Le 20 mars, Nazlie Bala, rentrant chez elle après sa journée de travail, a trouvé une lettre anonyme glissée sous sa porte. Cette lettre menaçait : «Ne protège pas la honte. Ou nous te tuerons.»
Nazlie Bala fait campagne en faveur d’un projet de modification de loi qui vise à garantir les droits des femmes ayant subi des crimes de guerre de nature sexuelle durant le conflit armé. Elle avait publiquement soutenu le projet lors d’un débat télévisé. Ce projet de modification de la loi sur le statut et les droits des martyrs, des invalides, des vétérans, des membres de l'Armée de libération du Kosovo, des victimes civiles de la guerre et de leur famille, met en avant la reconnaissance légale, le respect et la reconnaissance publique des victimes de violences sexuelles. Il vise à leur accorder des réparations, notamment sous forme de soutien financier et de réadaptation.
Le projet de loi, en réaffirmant la dignité des victimes de viol et le respect public qui leur est dû, remet en cause la notion de honte (à laquelle il est fait référence dans la lettre de menaces), qui empêche depuis si longtemps les femmes d’avouer publiquement les violations subies et de venir témoigner en vue d’engager des poursuites en justice, de peur que la honte ne s’abatte sur leur famille ou leur communauté.
«Plus de 10 ans après la fin de la guerre, des centaines de femmes continuent de vivre avec les conséquences du viol et d’autres formes de torture, sans avoir réellement accès à l’aide médicale, psychologique et financière dont elles ont besoin pour reconstruire leurs vies brisées.
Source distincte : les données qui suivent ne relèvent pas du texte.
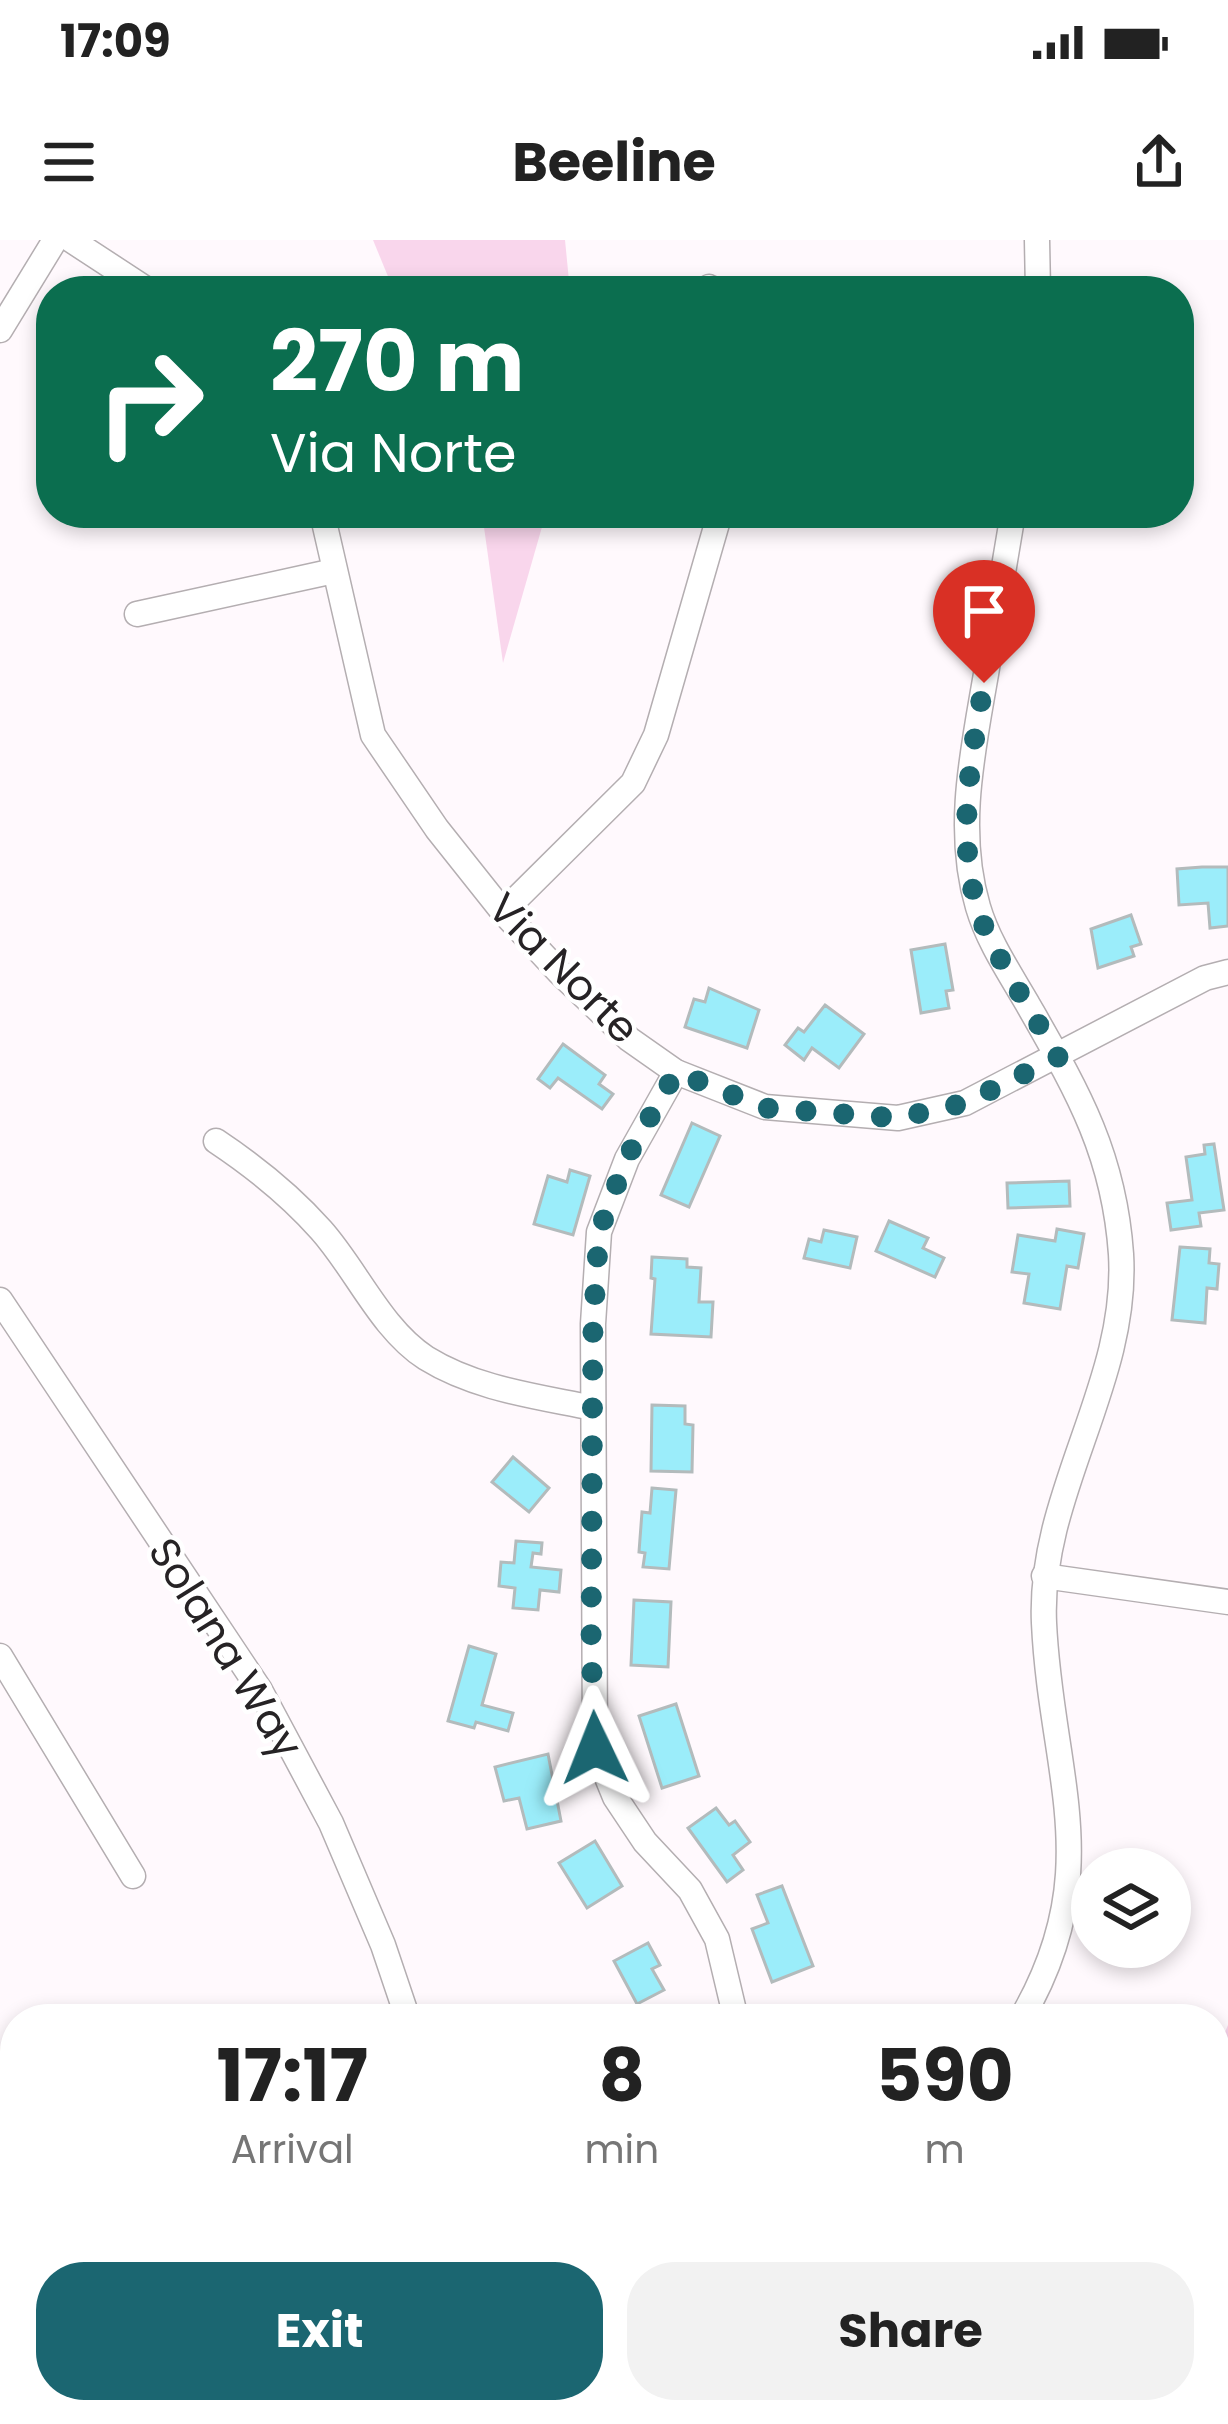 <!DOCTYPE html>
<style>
body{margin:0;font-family:Poppins,sans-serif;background:#f2f2f2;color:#222;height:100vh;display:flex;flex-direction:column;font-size:45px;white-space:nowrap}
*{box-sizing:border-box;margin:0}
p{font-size:39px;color:#767676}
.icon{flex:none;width:66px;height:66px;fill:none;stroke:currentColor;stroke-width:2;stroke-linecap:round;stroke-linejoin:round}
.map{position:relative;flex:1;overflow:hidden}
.details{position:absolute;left:0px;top:1764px;width:1230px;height:420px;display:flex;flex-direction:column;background:#fff;border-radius:48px 48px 0 0;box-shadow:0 6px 18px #0003}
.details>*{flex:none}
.top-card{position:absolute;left:36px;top:36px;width:1158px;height:252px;border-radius:48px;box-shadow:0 6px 18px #0003;background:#0b6e4f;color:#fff;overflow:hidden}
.tools{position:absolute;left:1071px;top:1608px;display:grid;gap:24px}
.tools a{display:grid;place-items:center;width:120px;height:120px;border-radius:50%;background:#fff;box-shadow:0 6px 18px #0003;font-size:60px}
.pin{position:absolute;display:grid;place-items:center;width:102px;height:102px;color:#fff;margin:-123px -51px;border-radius:50% 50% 50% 0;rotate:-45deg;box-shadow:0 0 12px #0007}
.pin .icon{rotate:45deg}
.me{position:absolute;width:132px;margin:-66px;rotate:358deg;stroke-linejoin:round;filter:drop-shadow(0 0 9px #0008)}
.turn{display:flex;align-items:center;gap:42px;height:252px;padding:0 36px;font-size:54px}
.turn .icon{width:156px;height:156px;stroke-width:2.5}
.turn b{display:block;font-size:84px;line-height:102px}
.eta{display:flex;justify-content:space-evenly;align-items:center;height:204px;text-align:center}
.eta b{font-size:72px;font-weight:700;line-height:84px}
.cta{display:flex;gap:24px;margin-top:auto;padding:24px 36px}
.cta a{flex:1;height:138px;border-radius:48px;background:#1b6671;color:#fff;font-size:48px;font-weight:700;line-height:138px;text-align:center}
.cta a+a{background:#f2f2f2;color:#222}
.status{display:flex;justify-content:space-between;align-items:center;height:84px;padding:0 60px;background:#fff;direction:ltr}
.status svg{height:33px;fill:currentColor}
header{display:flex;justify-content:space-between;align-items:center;height:156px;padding:0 36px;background:#fff;font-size:54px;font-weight:700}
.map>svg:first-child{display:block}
.green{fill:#f9d6ec}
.building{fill:#9bedfa;stroke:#b3bbbc;stroke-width:3}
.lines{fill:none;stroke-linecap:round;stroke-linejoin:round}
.minor-casing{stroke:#b4aeb1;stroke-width:27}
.minor{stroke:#fff;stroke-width:24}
.route{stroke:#1b6671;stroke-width:21;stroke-dasharray:0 37.8}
.labels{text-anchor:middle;stroke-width:9;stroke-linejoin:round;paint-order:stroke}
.street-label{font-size:42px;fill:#262325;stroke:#fff}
</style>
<div class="status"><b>17:09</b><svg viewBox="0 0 49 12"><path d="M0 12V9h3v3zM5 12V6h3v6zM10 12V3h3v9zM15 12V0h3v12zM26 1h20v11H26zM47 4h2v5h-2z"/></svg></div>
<header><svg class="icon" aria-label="menu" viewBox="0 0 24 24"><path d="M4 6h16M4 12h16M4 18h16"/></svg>Beeline<svg class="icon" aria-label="share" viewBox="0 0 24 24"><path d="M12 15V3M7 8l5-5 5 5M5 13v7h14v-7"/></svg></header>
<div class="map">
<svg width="1228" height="2184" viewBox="0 0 1228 2184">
<rect width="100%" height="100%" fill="#fff9fd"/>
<g class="green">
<path d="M 373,0 L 565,0 L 570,51 L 394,51 Z"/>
<path d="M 482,273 L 546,273 L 503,423 Z"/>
<path d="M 1228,1785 L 1228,2184 L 853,2184 L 872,2169 L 1215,2169 L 1215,1816 Z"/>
</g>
<g class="building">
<path d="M 1202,627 L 1228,627 L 1228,686 L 1210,688 L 1208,663 L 1179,665 L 1177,629 Z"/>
<path d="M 1131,675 L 1141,704 L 1131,707 L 1134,716 L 1098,728 L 1091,689 Z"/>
<path d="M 945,704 L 953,750 L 946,751 L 949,768 L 921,773 L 911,710 Z"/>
<path d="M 709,748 L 759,770 L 747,808 L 685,787 L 694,759 L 705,762 Z"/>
<path d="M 825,765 L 864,794 L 839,828 L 812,808 L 804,820 L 785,805 L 798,788 L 804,792 Z"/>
<path d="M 563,804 L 605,835 L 599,844 L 613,854 L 602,869 L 558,838 L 550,848 L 538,839 Z"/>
<path d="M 692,883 L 720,896 L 689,967 L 661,955 Z"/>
<path d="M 1214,904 L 1224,970 L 1199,973 L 1201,986 L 1171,990 L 1167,963 L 1192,960 L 1186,917 L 1205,914 L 1204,905 Z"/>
<path d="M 570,930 L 590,936 L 573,995 L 534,984 L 548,936 L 567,942 Z"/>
<path d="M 1069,941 L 1070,966 L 1008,968 L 1007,943 Z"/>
<path d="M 889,981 L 928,998 L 923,1008 L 944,1018 L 935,1037 L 876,1011 Z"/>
<path d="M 1057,989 L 1084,994 L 1078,1028 L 1067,1026 L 1060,1069 L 1024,1063 L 1029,1034 L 1012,1032 L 1018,995 L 1055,1001 Z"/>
<path d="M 824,990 L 857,997 L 850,1028 L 804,1018 L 809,999 L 821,1002 Z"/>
<path d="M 1180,1007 L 1210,1009 L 1209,1023 L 1219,1024 L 1217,1049 L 1207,1048 L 1205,1083 L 1172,1080 Z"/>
<path d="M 652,1017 L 687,1019 L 687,1027 L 701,1028 L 699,1062 L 713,1062 L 711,1097 L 651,1094 L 655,1039 L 651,1038 Z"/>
<path d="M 652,1165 L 685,1166 L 685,1184 L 693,1185 L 692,1232 L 651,1231 Z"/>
<path d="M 513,1217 L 549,1248 L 529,1272 L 492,1242 Z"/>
<path d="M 652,1248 L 676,1250 L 669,1329 L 643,1327 L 645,1313 L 639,1312 L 642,1272 L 650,1273 Z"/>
<path d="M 516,1301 L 542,1303 L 541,1314 L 533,1313 L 531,1327 L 561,1330 L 559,1352 L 540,1350 L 538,1370 L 513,1368 L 515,1348 L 499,1346 L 501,1322 L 514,1323 Z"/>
<path d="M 634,1360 L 671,1362 L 668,1427 L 631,1425 Z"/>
<path d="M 469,1406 L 496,1414 L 482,1465 L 513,1473 L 508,1491 L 476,1482 L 474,1488 L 448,1481 Z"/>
<path d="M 676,1464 L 699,1536 L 662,1548 L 639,1476 Z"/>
<path d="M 548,1514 L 561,1581 L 527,1589 L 519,1558 L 504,1561 L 495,1527 Z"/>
<path d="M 716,1568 L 729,1585 L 735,1581 L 750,1602 L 733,1615 L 743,1630 L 727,1642 L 688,1588 Z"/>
<path d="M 595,1601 L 622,1646 L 587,1668 L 559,1623 Z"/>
<path d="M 782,1646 L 813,1726 L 772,1742 L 752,1689 L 768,1683 L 757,1655 Z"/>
<path d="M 648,1703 L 660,1725 L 652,1729 L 664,1750 L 637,1764 L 614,1721 Z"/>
<path d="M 311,2169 L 367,2169 L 369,2179 L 314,2184 Z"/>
<path d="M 610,2169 L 661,2169 L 641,2184 L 617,2184 L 606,2174 Z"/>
</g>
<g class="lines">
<defs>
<g id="minor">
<path d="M 71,0 L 149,51"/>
<path d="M 1037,0 L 1038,51"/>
<path d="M 709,47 L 710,51"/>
<path d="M 0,90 L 55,0"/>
<path d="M 322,273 L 373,495 L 437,589 L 503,672 L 560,733 L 629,799 L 676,832 L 765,867 L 898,878 L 965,863 L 1205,738 L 1228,732"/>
<path d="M 1013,273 C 1004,327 995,380 986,434 C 973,510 955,590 978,667 C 988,701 1009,732 1027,763 C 1076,849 1114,912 1121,1014 C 1129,1144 1038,1253 1044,1383 C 1051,1535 1108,1631 1021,1779"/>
<path d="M 137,374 L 334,331"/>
<path d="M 503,672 L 633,543 L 656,495 L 720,273"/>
<path d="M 676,832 L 627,919 L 599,992 L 593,1084 L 595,1508 L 615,1557 L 645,1602 L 690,1650 L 717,1699 L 736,1779"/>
<path d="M 216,901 C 255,927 290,955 321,990 C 356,1029 381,1089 426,1118 C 476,1149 536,1156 593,1168"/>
<path d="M 0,1060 L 260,1450 L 331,1583 L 383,1705 L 408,1779"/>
<path d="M 1044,1336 L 1228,1362"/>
<path d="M 0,1416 L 133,1636"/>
<path d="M 268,2169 L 274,2184"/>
<path d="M 145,2184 L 169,2169"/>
</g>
</defs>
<use href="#minor" class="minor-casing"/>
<use href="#minor" class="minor"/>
</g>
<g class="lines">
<path class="route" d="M 595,1508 L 591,1408 L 593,1084 L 599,992 L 626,919 L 676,832 L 765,868 L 898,878 L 965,863 L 1058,817 C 1035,777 1009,738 989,697 C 951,619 970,524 984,443"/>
</g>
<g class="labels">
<g class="street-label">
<text transform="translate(564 728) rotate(45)" y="15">Via Norte</text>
<text transform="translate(226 1408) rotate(58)" y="15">Solana Way</text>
</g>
</g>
</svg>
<div class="tools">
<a><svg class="icon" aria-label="layers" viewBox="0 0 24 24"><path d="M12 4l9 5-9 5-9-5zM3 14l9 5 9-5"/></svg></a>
</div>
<div class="pin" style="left:984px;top:443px;background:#d93025"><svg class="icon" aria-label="arrive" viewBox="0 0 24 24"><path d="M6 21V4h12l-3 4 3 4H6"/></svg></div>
<svg class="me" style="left:595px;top:1508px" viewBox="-20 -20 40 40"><path d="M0-17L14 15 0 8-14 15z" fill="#1b6671" stroke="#fff" stroke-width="4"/></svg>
<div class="top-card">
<div class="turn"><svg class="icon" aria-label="right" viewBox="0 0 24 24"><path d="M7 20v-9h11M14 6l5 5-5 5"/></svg><div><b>270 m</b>Via Norte</div></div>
</div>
<section class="details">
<div class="eta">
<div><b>17:17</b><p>Arrival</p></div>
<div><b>8</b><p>min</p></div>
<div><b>590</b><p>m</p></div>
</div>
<div class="cta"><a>Exit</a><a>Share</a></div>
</section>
</div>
Pendant ce temps, la plupart des auteurs présumés d’infractions pénales ne font pas l’objet d’enquêtes», a indiqué John Dalhuisen, directeur du programme Europe et Asie centrale d’Amnesty International.
À ce jour, très peu d’enquêtes ont été ouvertes sur les allégations de crimes de guerre de nature sexuelle au Kosovo et une seule action en justice pour viol, en tant que crime de guerre, est actuellement menée par la Mission de l’Union européenne au Kosovo, responsable des enquêtes et des poursuites pour tous les crimes relevant du droit international.
Amnesty International demande à la présidente Atifete Jahjaga de soutenir publiquement les droits des femmes victimes de crimes de guerre de nature sexuelle. Elle invite le Premier ministre et les membres du gouvernement du Kosovo à condamner publiquement les menaces visant Nazlie Bala. Elle exhorte le Service de police du Kosovo et le bureau du procureur à ouvrir immédiatement une enquête indépendante, impartiale et approfondie sur les menaces qu’a reçues Nazlie Bala, tout comme d’autres défenseures des droits humains. Elle demande aux autorités de protéger dûment ces femmes.